There are many things to consider when listening to the tapes. Most obviously, this was a 34-year-old woman with a captivating, almost sexy voice who had been the nation’s third youngest first lady and who also had just lost her husband to a gunshot assassination. Now 34 is a lot younger today than it was in 1964, but even then it was considered a tender age to not only serve as first lady, but then suffer such a horrific, ever-present loss (and, in the years to come, ever-broadcast loss). How many of us would have been able to hew to a totally politically correct line during such interviews, especially if we also had been instructed to be open and painfully honest? Especially if we thought, as Jackie did, that the tapes would not be made public until 50 years after her last child’s death. (It was her daughter Caroline Kennedy Schlossberg’s decision to release the tapes at this time, along with a book she edited, “Jacqueline Kennedy: Historic Conversations on Life With John F. Kennedy,” which comes out today.)

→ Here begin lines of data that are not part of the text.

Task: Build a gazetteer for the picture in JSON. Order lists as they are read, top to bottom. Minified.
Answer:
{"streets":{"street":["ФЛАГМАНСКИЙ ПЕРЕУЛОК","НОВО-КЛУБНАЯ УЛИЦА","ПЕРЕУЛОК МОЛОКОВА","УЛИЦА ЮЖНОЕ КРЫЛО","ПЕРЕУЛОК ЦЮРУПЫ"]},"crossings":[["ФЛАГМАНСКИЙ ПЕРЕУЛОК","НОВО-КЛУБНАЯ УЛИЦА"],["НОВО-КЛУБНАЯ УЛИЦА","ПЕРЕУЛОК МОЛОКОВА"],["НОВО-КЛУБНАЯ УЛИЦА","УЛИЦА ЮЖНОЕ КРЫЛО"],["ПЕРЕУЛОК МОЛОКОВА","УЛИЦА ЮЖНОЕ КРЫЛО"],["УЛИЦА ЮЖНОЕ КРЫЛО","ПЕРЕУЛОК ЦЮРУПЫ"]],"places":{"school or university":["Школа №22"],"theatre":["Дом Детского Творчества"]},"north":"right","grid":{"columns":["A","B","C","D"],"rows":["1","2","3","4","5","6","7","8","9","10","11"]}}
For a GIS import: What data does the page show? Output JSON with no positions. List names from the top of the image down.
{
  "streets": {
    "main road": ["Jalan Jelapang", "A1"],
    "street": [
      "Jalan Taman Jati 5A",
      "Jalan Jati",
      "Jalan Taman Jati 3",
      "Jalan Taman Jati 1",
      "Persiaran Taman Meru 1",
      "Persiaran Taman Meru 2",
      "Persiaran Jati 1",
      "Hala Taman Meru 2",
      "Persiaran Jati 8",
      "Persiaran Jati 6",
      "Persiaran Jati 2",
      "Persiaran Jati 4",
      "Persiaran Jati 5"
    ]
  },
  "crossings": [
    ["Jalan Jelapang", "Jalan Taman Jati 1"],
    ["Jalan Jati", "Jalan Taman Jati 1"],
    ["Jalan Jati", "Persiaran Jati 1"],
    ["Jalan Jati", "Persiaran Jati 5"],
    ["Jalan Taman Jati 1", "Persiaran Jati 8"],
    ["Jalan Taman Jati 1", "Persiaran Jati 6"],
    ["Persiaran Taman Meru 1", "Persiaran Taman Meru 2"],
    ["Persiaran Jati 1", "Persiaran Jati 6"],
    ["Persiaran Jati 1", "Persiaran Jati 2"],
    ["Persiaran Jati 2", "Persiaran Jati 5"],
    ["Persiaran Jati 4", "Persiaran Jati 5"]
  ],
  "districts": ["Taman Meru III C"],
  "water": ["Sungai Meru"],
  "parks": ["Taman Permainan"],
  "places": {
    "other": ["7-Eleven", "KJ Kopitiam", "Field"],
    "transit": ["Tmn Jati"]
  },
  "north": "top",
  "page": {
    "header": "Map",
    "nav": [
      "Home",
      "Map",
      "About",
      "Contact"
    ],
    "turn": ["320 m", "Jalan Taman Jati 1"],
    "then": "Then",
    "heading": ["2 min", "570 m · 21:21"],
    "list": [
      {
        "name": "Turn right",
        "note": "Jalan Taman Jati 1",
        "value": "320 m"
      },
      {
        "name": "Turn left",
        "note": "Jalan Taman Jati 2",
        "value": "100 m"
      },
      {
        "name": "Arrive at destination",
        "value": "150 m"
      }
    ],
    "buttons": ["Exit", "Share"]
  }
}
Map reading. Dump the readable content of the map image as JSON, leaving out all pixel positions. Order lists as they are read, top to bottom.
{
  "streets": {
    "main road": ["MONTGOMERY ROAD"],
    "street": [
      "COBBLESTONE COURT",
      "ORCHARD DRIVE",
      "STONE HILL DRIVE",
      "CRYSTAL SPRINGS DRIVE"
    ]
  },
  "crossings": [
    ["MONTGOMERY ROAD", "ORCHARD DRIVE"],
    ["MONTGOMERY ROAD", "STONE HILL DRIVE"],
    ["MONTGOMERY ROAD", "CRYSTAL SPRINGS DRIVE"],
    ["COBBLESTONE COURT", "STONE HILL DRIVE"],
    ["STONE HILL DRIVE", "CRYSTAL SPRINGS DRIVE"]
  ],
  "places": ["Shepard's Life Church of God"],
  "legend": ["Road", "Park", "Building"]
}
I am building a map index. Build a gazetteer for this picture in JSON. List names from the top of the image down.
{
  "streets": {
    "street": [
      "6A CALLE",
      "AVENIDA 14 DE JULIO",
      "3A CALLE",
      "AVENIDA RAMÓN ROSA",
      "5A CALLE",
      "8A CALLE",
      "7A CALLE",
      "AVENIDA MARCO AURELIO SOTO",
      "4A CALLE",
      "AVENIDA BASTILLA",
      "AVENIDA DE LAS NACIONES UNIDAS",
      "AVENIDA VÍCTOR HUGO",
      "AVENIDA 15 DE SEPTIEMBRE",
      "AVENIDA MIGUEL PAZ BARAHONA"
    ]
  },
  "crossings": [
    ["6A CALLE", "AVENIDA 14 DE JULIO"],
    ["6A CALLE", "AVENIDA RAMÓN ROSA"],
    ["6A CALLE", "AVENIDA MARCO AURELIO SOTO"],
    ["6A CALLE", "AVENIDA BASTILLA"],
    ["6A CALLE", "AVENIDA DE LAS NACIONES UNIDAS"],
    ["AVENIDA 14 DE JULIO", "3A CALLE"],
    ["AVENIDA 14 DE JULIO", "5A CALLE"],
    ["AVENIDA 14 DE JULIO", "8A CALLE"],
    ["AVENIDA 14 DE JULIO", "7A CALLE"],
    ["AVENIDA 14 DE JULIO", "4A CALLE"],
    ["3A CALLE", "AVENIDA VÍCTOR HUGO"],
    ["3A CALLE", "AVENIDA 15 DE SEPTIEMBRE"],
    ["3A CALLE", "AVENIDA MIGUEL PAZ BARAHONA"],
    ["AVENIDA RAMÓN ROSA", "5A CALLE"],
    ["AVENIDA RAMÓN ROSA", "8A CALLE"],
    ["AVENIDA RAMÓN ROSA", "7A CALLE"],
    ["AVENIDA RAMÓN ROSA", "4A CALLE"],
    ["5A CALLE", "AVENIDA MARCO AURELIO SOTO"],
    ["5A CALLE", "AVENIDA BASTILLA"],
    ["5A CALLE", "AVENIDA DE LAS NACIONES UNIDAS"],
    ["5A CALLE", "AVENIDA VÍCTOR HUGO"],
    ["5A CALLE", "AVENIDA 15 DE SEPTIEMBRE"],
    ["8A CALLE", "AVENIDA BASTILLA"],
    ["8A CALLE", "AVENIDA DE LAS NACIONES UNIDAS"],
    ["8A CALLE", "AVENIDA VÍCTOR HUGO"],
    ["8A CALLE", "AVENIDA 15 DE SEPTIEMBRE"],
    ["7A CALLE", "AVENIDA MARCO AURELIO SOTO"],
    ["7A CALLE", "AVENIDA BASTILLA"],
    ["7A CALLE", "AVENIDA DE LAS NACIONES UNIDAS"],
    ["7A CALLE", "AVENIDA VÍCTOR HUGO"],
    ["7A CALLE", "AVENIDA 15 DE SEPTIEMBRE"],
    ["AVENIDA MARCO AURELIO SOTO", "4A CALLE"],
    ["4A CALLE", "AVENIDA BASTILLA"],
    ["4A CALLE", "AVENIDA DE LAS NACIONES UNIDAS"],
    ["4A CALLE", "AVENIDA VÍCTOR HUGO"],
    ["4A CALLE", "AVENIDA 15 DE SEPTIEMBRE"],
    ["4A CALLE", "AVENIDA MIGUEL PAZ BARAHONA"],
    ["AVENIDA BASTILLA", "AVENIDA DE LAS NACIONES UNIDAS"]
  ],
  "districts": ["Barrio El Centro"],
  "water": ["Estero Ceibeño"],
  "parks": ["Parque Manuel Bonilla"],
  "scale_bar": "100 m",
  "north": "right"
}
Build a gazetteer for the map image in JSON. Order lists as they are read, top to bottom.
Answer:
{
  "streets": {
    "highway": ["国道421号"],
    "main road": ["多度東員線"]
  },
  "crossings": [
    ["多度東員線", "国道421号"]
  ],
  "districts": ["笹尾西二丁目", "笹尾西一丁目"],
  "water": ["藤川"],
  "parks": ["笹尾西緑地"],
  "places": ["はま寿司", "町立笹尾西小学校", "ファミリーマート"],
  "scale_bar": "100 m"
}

An interviewer she trusted
It’s also important to keep in mind that the conductor of the interviews, historian Arthur Schlesinger, Jr., was not only a personal friend of Jackie’s but was considered by many to be the Kennedy “house” historian. Most of us feel safe talking to someone we trust, especially when we are extraordinarily vulnerable.
As well, it’s crucial to remember that Jackie was extremely close to her brother-in-law, Robert F. Kennedy, whose disgust and lack of respect for President Johnson and his own presidential ambitions were widely known. Robert Kennedy never wanted Johnson to be his brother’s 1960 running mate and he absolutely could not abide the idea of Johnson, thought by many to be folksy and many more to be completely uncouth, sitting in his brother’s Oval Office.
So imagine that you are Jackie and you know your adored brother-in-law cannot stand the man he sees as a pretender who also is writing quite near mash notes to you and your children. Six months after your husband’s brains were splattered onto your pink suit, you remain in an almost immeasurably intense state of grief. You really don’t want to do the interviews but you appreciate history (Jackie knew it was important that she appear in the photograph with Johnson as he took the presidential oath after the assassination). Some say you are drinking too much vodka and decades later it’s said that you talked to a priest about wanting to join your dead husband in the other world. And you don’t want to anger your brother-in-law, the new and powerful head of the family that also controls your much of your money. Do you say uncharitable things about Lyndon Johnson when asked what you think of him? Yes, I think you just might.
Later found Johnson rather charming and amusing
But as the years went by, Jackie moved beyond the emotionally shattered woman she was in early 1964. Her daughter, Caroline, has said that her mother found President Johnson to be rather charming and amusing much of the time. She nurtured a great and lifelong friendship with Lady Bird Johnson. She insisted on attending King’s funeral in 1968 despite the fact that it involved a public march through the streets of Atlanta. She even got a job.
I think some are dismayed to hear Jackie talking the way she did on the tapes because although we say we want presidents and first ladies to be human, the reality is many of us want them to be figures of perfection on pedestals. But such was not the case in 1964, and it is certainly not true in 2011, where we absolutely delight in the human faults of our presidents and first ladies.
Still, although I am a Jackie admirer, I am one who thinks of her as a real person, one capable of saying (as she did on the tapes about King) that she thinks someone is “terrible.” And when I think of her as a real person, I also remember something she said some decades after the assassination: “I think my biggest achievement is, after going through a rather difficult time, I consider myself comparatively sane.”
Jackie was going through a difficult time when she made those recordings. And sometimes difficult, even nasty, things are said during difficult times.
Mary Stanik, a writer and public-relations professional, lives in Minneapolis.